Hepatitis B, Hepatitis C and Liver Disease: A Review for the Dental Practitioner

Hepatitis B virus

HBV was identified in 1963 with the discovery of the ‘Australia antigen’ (now called surface antigen).⁸ It is a member of the Hepadnaviridae and is made up of a complex viron, involving double stranded-DNA capable of reverse transcription.⁹

The global prevalence of HBV is variable. In the WHO Western Pacific Region, the prevalence is highest, at 6.2%.The WHO European Region has a prevalence of 1.6%.¹⁰ Specifically, the UK is among the lowest affected countries, with an infection rate of 0.1–0.5%.¹¹

HBV is contracted when contaminated body fluids, such as blood or saliva, penetrate the mucous membranes. As such, HCWs are at increased risk of transmission from inoculation injuries and blood splashes onto mucous membranes. The risk of transmission to non-vaccinated HCWs is 22–31% from an injury involving a hollow-bore needle.¹² HBV has also been shown to be transmitted through the tears of an individual with HBV. HBV DNA is detectable in the saliva of those with HBV,¹³ suggesting the potential for transmission via saliva should be an important consideration for dental practitioners.

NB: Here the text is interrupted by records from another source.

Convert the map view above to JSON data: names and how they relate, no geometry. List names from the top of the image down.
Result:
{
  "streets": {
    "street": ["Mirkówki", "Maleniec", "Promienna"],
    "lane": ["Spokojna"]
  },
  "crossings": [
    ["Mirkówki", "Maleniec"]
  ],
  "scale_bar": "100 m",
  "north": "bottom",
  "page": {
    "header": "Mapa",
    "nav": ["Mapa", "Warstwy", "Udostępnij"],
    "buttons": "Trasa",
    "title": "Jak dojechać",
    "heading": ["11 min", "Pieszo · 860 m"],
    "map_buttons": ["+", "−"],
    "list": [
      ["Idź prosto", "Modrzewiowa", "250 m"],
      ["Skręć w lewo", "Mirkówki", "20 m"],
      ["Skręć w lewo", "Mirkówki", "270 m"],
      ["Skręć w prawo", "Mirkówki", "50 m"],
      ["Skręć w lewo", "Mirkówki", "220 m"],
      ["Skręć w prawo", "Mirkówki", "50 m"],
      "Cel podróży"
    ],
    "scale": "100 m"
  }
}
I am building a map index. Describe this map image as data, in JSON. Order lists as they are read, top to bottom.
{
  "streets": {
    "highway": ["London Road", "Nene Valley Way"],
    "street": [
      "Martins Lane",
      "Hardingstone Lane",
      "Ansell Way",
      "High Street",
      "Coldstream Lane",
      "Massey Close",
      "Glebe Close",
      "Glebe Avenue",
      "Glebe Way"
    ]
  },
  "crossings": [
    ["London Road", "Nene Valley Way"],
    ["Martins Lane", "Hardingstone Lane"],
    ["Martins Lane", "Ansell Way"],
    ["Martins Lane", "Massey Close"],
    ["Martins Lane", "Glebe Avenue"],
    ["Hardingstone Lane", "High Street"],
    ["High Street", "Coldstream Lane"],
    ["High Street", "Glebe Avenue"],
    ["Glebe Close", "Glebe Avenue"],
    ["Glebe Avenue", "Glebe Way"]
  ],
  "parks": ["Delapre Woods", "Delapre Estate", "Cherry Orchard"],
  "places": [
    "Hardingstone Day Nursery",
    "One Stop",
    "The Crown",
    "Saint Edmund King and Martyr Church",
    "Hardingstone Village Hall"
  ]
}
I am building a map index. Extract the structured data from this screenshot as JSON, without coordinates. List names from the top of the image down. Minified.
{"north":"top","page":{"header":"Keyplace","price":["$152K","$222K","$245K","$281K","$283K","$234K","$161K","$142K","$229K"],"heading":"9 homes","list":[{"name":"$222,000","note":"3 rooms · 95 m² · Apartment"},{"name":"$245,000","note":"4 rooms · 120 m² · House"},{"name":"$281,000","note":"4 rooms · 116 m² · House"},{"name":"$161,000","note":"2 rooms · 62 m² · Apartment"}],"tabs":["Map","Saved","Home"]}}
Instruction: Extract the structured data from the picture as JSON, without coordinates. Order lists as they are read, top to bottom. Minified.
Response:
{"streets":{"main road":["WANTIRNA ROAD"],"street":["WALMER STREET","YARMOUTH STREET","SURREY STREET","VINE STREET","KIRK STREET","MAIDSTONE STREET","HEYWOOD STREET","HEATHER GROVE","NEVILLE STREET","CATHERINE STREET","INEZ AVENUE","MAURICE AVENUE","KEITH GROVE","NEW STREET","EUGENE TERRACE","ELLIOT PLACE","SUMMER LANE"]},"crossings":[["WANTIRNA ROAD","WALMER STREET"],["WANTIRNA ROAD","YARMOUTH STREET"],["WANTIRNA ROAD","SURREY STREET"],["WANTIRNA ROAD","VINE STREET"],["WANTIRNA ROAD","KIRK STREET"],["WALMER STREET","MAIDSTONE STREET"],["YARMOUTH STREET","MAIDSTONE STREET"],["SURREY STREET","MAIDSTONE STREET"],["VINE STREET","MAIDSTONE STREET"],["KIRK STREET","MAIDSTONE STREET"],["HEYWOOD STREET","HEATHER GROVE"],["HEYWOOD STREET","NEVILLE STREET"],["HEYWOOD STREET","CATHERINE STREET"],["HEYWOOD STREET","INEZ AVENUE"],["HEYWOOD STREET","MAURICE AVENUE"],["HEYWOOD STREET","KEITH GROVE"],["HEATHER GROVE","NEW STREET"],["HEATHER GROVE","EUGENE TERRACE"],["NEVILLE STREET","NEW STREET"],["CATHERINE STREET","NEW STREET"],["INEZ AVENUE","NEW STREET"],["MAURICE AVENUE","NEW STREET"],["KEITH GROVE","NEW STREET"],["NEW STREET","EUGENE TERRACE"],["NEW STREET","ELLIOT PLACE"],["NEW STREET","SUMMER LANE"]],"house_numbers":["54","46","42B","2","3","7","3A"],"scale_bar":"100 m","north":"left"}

There are no documented incidences of the spread of HBV, or any blood-borne pathogen, via aerosol droplets, such as those generated during clinical procedures. In particular, it has been shown that hepatitis B surface antigen is not detected in the air during procedures involving patients with HBV.¹⁴ However, transmission of HBV has been suspected via blood splatter onto conjunctivae, and so eye protection remains important during dental treatment.¹⁵ Other routes of transmission include needle-sharing in people who inject drugs (PWIDs), vertical transmission from mother to child during pregnancy and childbirth and sexual contact.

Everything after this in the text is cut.